H.264 is possibly not the snappiest or most memorable name, but even 10 years on it remains an important video coding standard, one that made HDTV possible. John Watkinson has had the phrase "industry standard" attributed to most of his numerous publications on digital audio and video – he really did write the book on MPEG – and he examines the life of this enduring codec for The Register.
The big picture
The great advantage of the digital domain is that it is possible to use the techniques of error correction and time-base stabilisation to deliver data to any desired accuracy and time stability. But simple digitisation cannot be used for the distribution of digital television because of the huge data rate it creates.
Every digital still camera owner knows the image is divided into millions of pixels, but in television we are going to send a new picture many times per second.
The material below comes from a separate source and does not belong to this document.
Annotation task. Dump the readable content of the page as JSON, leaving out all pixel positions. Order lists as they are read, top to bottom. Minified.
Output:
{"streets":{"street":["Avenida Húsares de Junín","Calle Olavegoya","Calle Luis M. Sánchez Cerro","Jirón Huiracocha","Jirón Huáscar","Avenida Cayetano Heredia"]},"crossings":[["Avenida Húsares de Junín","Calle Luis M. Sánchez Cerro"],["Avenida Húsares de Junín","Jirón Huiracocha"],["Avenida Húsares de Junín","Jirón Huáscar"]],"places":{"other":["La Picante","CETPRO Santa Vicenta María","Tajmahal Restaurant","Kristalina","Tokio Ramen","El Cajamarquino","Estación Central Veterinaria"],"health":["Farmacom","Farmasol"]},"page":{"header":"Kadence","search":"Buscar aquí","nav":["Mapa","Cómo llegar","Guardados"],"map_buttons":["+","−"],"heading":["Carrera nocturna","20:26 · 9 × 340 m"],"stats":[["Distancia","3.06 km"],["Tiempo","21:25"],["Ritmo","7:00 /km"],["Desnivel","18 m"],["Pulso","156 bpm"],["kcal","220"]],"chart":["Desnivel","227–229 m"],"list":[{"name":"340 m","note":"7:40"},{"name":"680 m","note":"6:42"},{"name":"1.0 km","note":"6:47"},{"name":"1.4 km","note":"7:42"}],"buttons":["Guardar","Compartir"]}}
It is easy to see that the resultant data rate is going to be phenomenal. Digital television would be neither practical nor economic without some reduction of that data rate. Compression is the solution, which means we need an encoder at the transmitting side and a matching decoder at the TV.
The International Standards Organisation (ISO) recognised the requirement for image compression standards quite early and set up JPEG, the Joint Photographic Experts Group and MPEG, the Moving Picture Experts Group. These groups have been responsible for standardised compression codes used extensively and successfully in today’s still pictures, digital cinema images, digital television and the associated audio.
One of the reasons for their success is that the ISO is able to bring together expertise from across the industry. Standards are not one individual’s bright idea, but incorporate the ideas of many. The ISO has also excelled at producing standards that are relevant. For example, it’s no good standardising the world’s best compression system if it needs a computer the size of a house to run it.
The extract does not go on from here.